And the day has arrived. We begin shooting at 11 a.m. at Big Hat Books. Big Hat is located at 6510 Cornell Avenue, immediately north of the Brewpub, just north of 65th. Cornell runs parallel to the Monon Trail. For those of you who might not be familiar with Broad Ripple, Google® the address (as I presume you are on a computer if you are reading this blog).
The City of Consolidated Indianapolis and Marion County has, in place, a silly ordinance meant to cater (more accurately kow-tow) to the NFL®. The ordinance places restrictions on "temporary signs." One must apply for a license, pay a fee, pass muster of whomever the Grand Poobah of Signage is for the Super Bowl®. My reading of the ordinance tells me that, in Broad Ripple, the sign must provide at least twenty percent (20%) of its surface area to the event’s logo.
There are time and place restrictions that have been upheld by the United States Supreme Court. Such restrictions are few and strictly construed. The highest form of protected speech is political speech. A person has the most fundamental right to express himself or herself about government action or inaction.
Today, we shall discuss the City’s sign ordinance. A "temporary sign" protesting the ordinance restricting temporary signs is about as pure as speech gets. One might say the City has provided a means by which one may display such a sign. The procedures are right there in the Department of Code Enforcement Information Packet. It is on-line. One can read the requirements, pay a fee, submit the proposed—WAIT! STOP!
The First Amendment to the United States Constitution reads, in relevant part:
"Congress shall make no law ... abridging the freedom of speech..."
Article I, sec. 9 of the Indiana Constitution (Article I is our State’s Bill of Rights) reads:
"No law shall be passed, restraining the free interchange of thought and opinion, or restricting the right to speak, write, or print, freely on any subject whatever: but for the abuse of that right, every person shall be responsible."
There are no asterisks either to the First Amendment or Article I, §9 and a footnote that makes exceptions for the Super Bowl.® To require application for display of a sign constitutes restrain on free speech. To require payment of a fee means the speech no longer is free.
Our guests on today’s program—the first segment of which will be shot at Big Hat—include Pat Andrews, former Democratic candidate for City-County Council, who is quite knowledgeable about finances of the City of Indianapolis. She will describe the ways in which the taxpayers of Indianapolis and Indiana are getting the short end of this NFL® deal on the Super Bowl®. Also, Matt Stone, who ran for City-County Council as a candidate of the Libertarian Party, has very strong views about free expression and will weigh in on the sign ordinance.
After the first segment we shall "go wit the flow," as Ken Kesey once said.
I have a lot of questions about the City’s "deal" with the NFL® for the Super Bowl®. One is: who negotiated this?
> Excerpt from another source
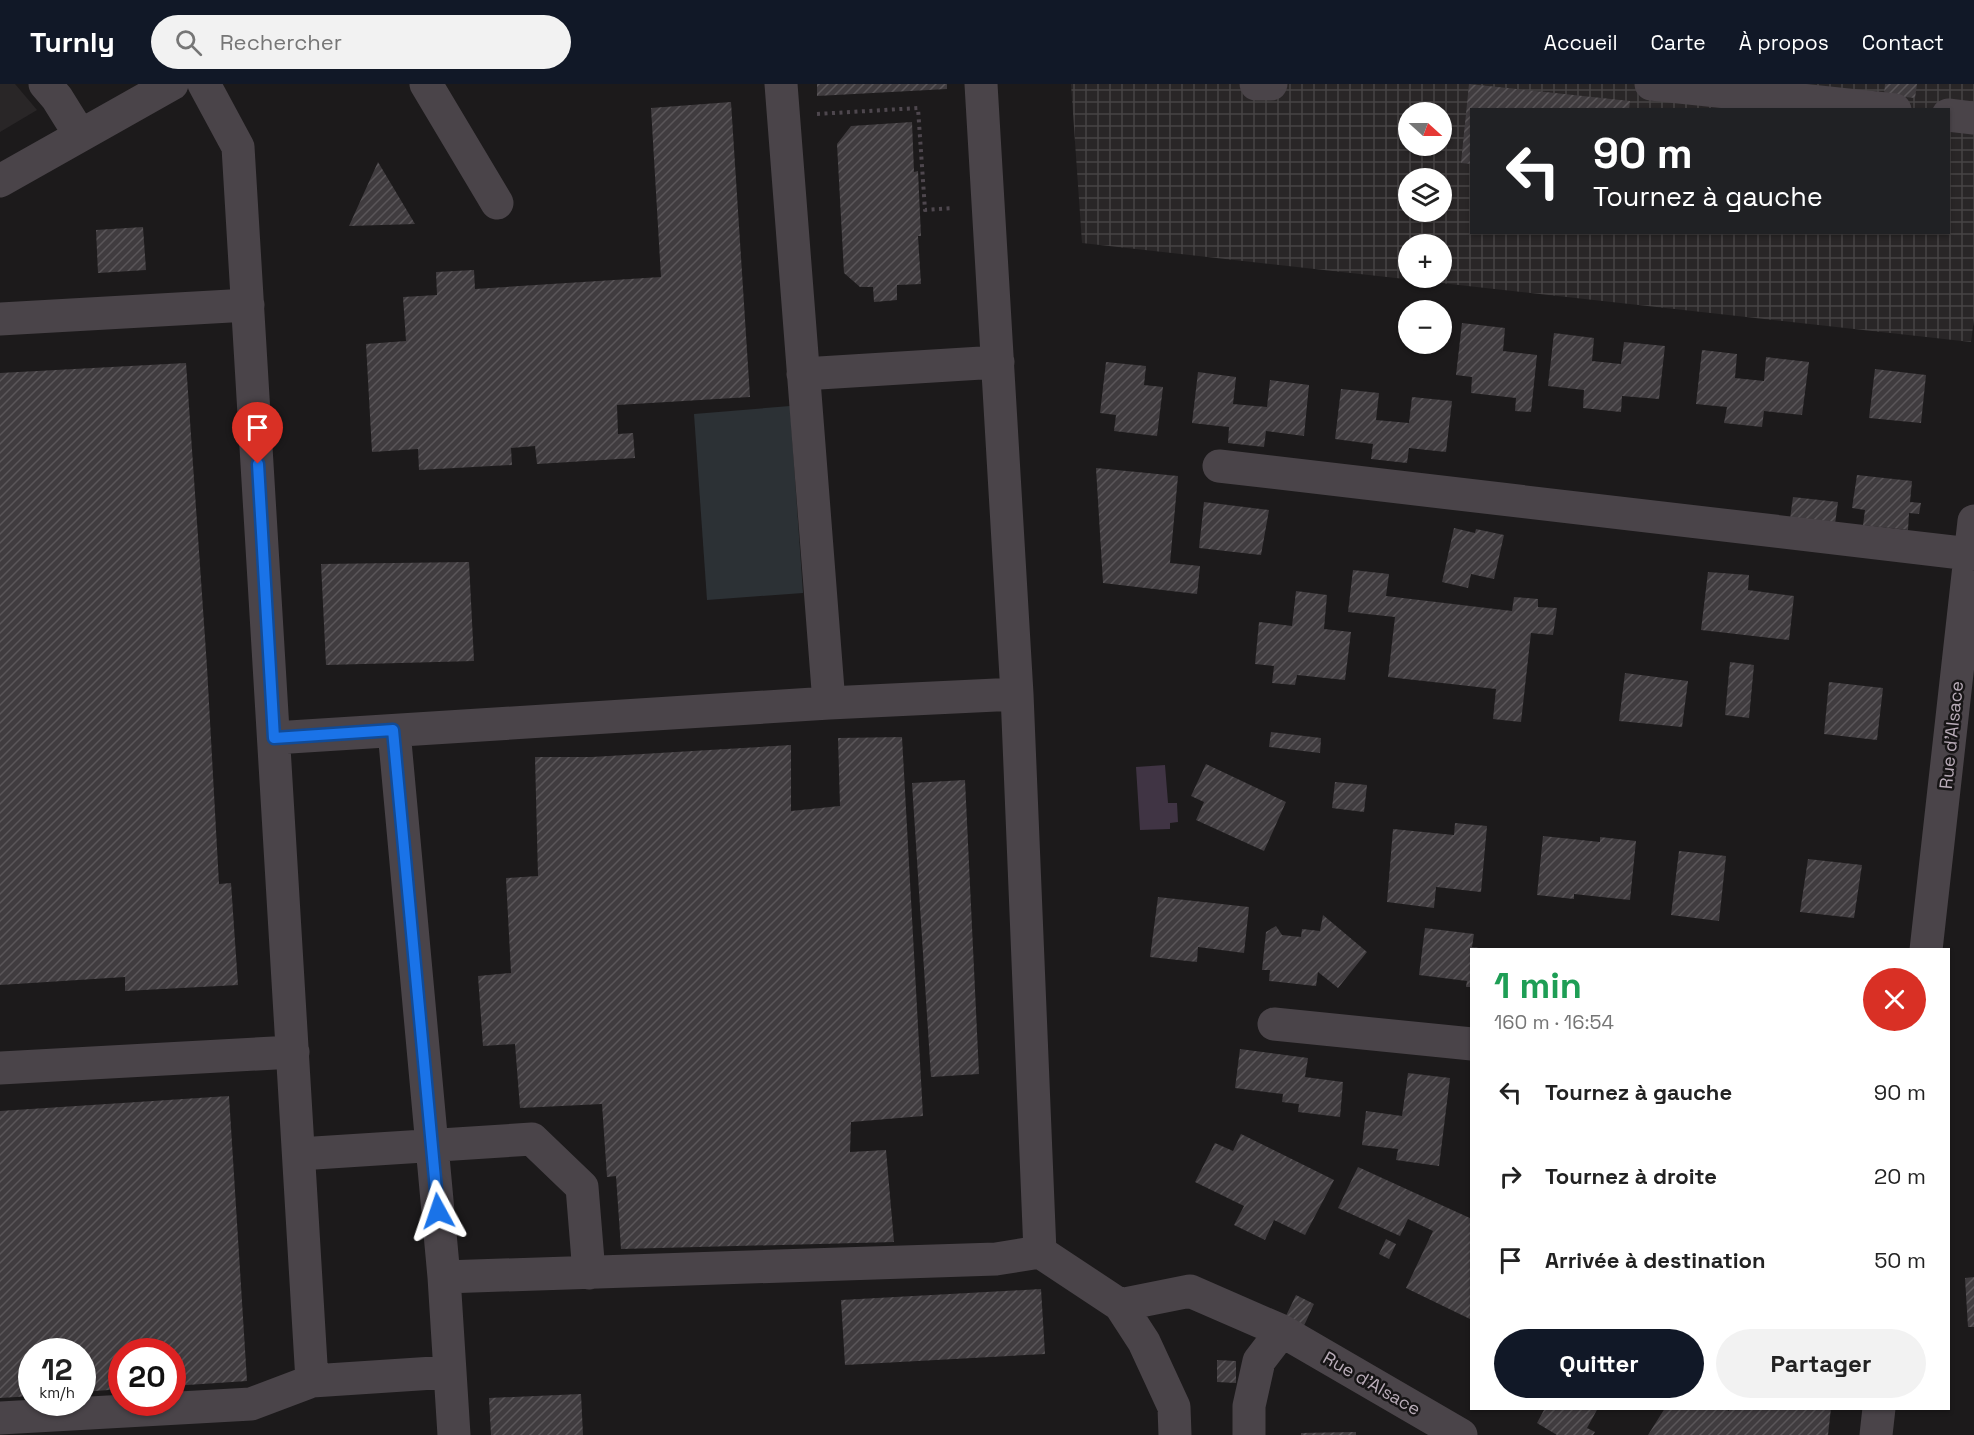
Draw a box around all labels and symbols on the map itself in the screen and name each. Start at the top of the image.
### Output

Another question: how many members of the City-County Council received free tickets to the Super Bowl®? I understand the Mayor of Indianapolis should attend and not have to pay for a ticket. He represents the City of Indianapolis. But the City-County Council does not need to be there. Tickets for nose-bleed (i.e., last row in the upper deck in an end zone) seats are running just over two grand according to the latest I read here at 6:09 a.m. Average price of a ticket is well over three "large" (as Tony Soprano would say—or would have said, depending upon what happened to him after that last episode). Members of the City-County Council are elected public officials. Is there an appearance of impropriety when a City-County Council member receives a pair of tickets (one would think at least two tickets, as usually a person does not attend such an event as the Super Bowl® by oneself)? After all, the City-County Council is a deliberative body whose members are supposed to protect the interests of the citizens here. But the Council member considers another vote on the Super Bowl® last August, when the signage provisions were passed. Is that member going to vote in such a way as to piss off the NFL®? The member can scalp those two tickets and pocket six grand. Or, in fairness, the member could take her/his spouse, significant other, or teenage hooker met on the internet and actually go to the game. I do not care. That is inappropriate.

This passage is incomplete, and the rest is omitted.